■ **Task goal**:
Pull out every line below that contains the word "down".

■ **Given information**:
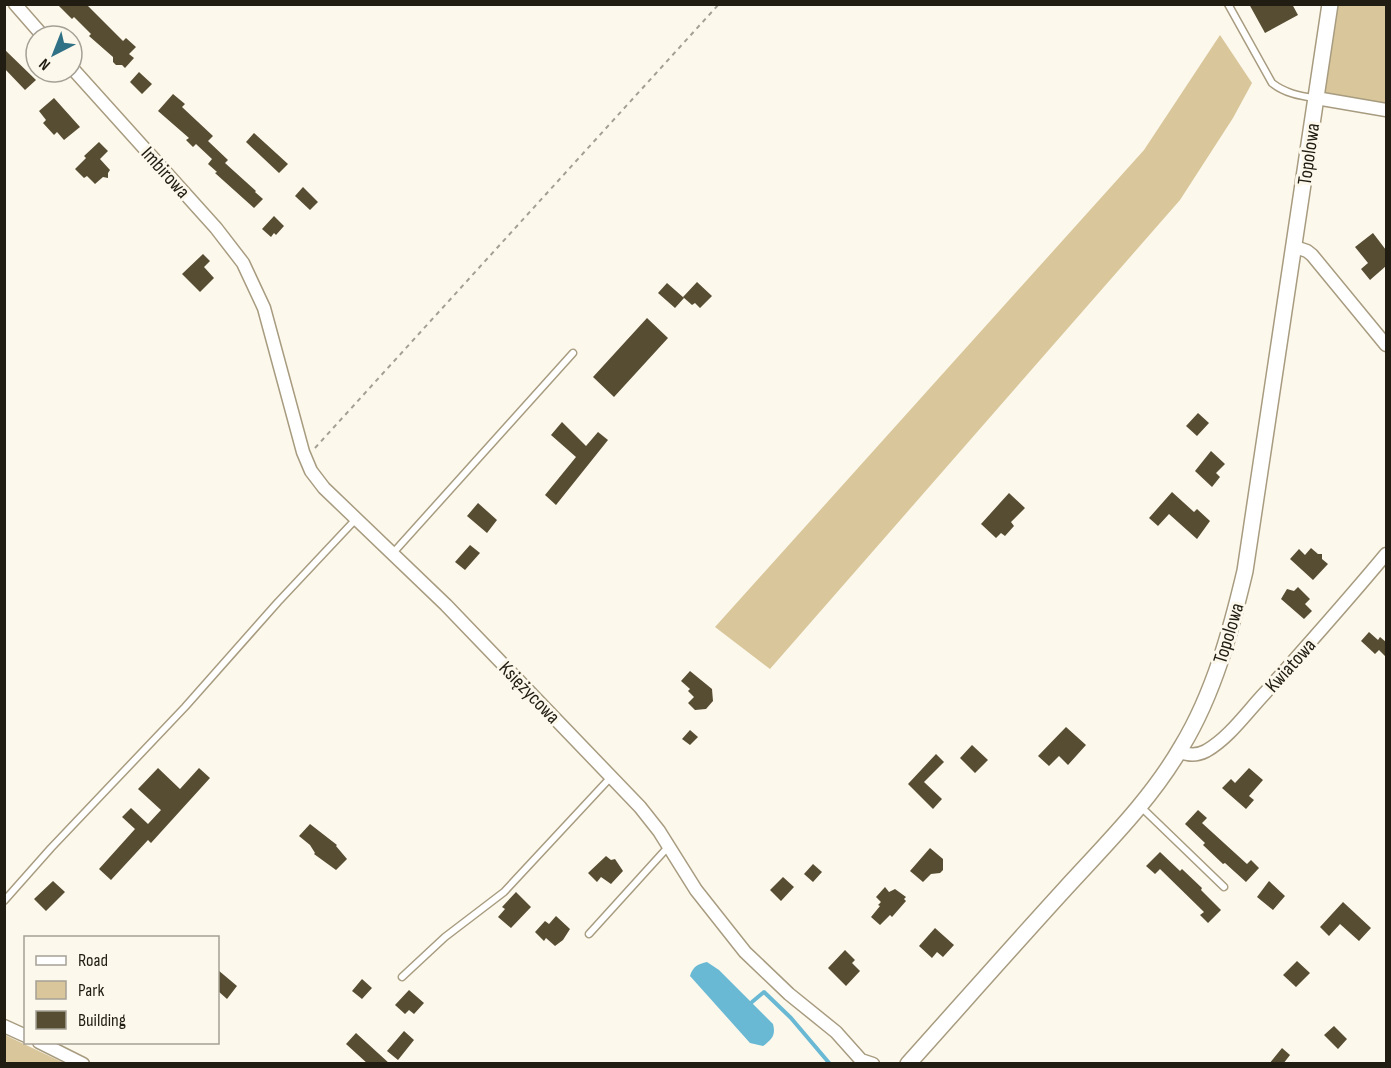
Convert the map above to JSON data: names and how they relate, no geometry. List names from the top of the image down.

...

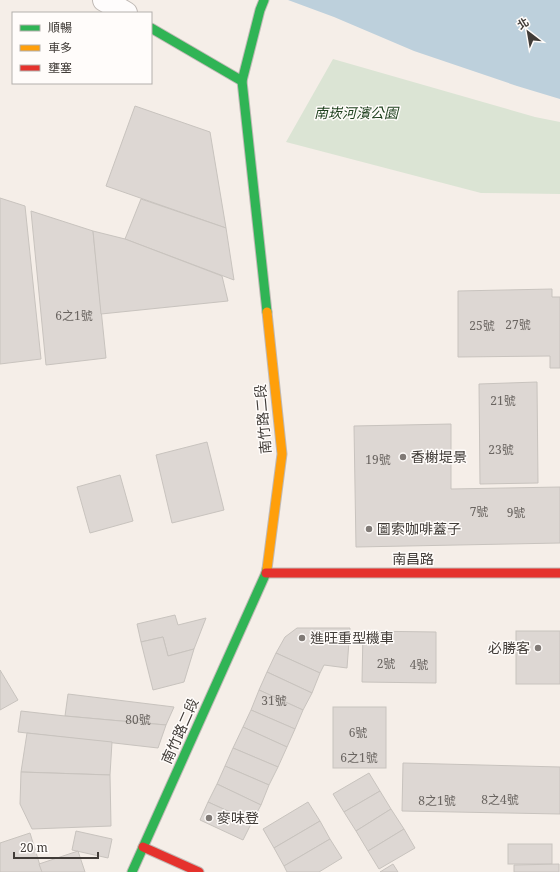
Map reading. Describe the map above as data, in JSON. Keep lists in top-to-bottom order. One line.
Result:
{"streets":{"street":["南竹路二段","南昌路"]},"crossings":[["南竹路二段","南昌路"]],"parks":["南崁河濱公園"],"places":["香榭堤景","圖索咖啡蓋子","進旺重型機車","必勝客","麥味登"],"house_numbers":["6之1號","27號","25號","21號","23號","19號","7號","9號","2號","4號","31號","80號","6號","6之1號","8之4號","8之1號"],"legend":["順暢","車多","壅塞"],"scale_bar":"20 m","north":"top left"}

* * *

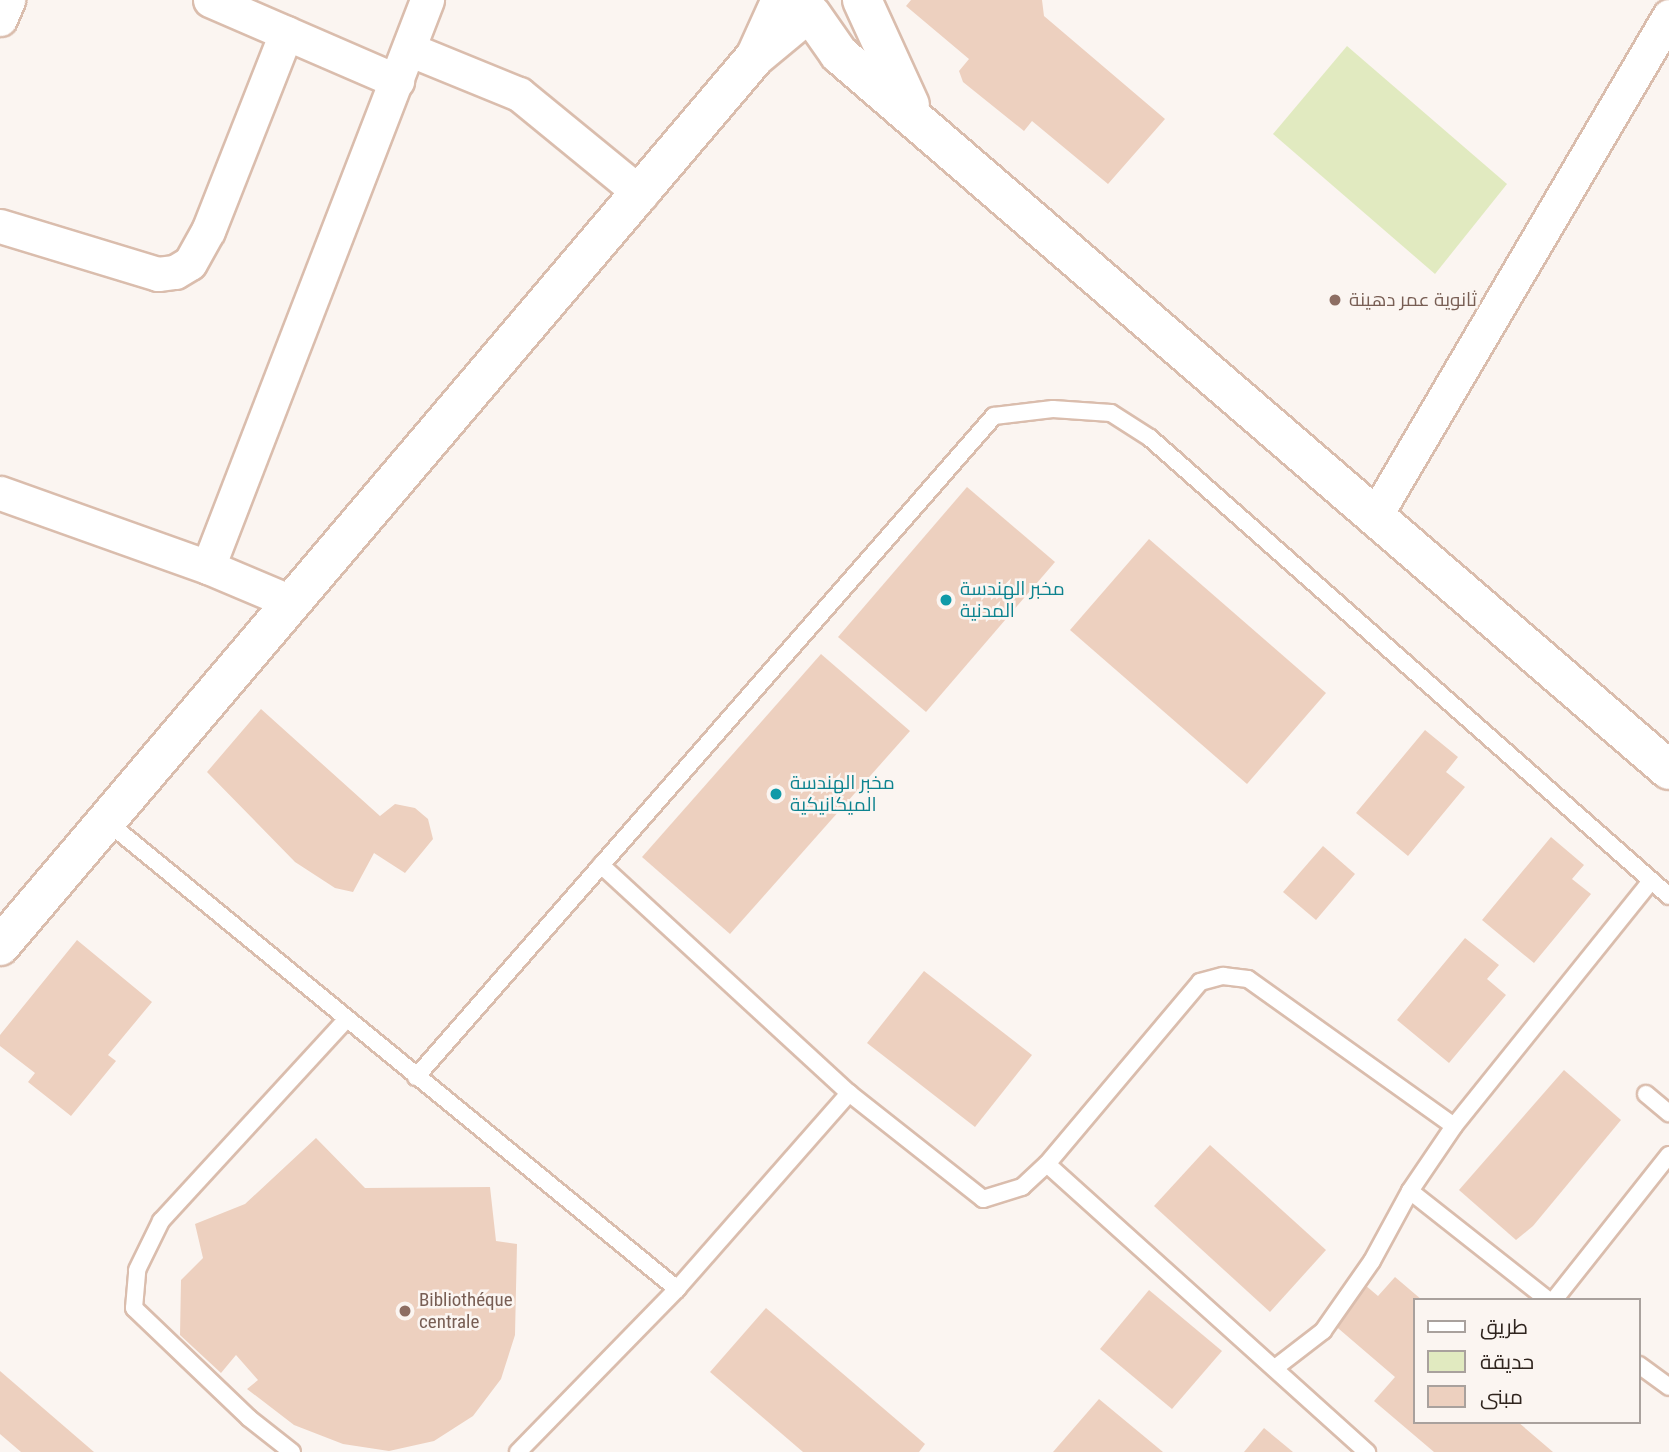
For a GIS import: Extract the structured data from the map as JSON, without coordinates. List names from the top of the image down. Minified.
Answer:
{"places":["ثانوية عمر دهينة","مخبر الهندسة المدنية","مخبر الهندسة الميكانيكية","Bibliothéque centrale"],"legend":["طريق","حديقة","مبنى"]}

■ **Answer to the exercise**:
Convert the map above to JSON data: names and how they relate, no geometry. List names from the top of the image down.
For a GIS import: Extract the structured data from the map as JSON, without coordinates. List names from the top of the image down. Minified.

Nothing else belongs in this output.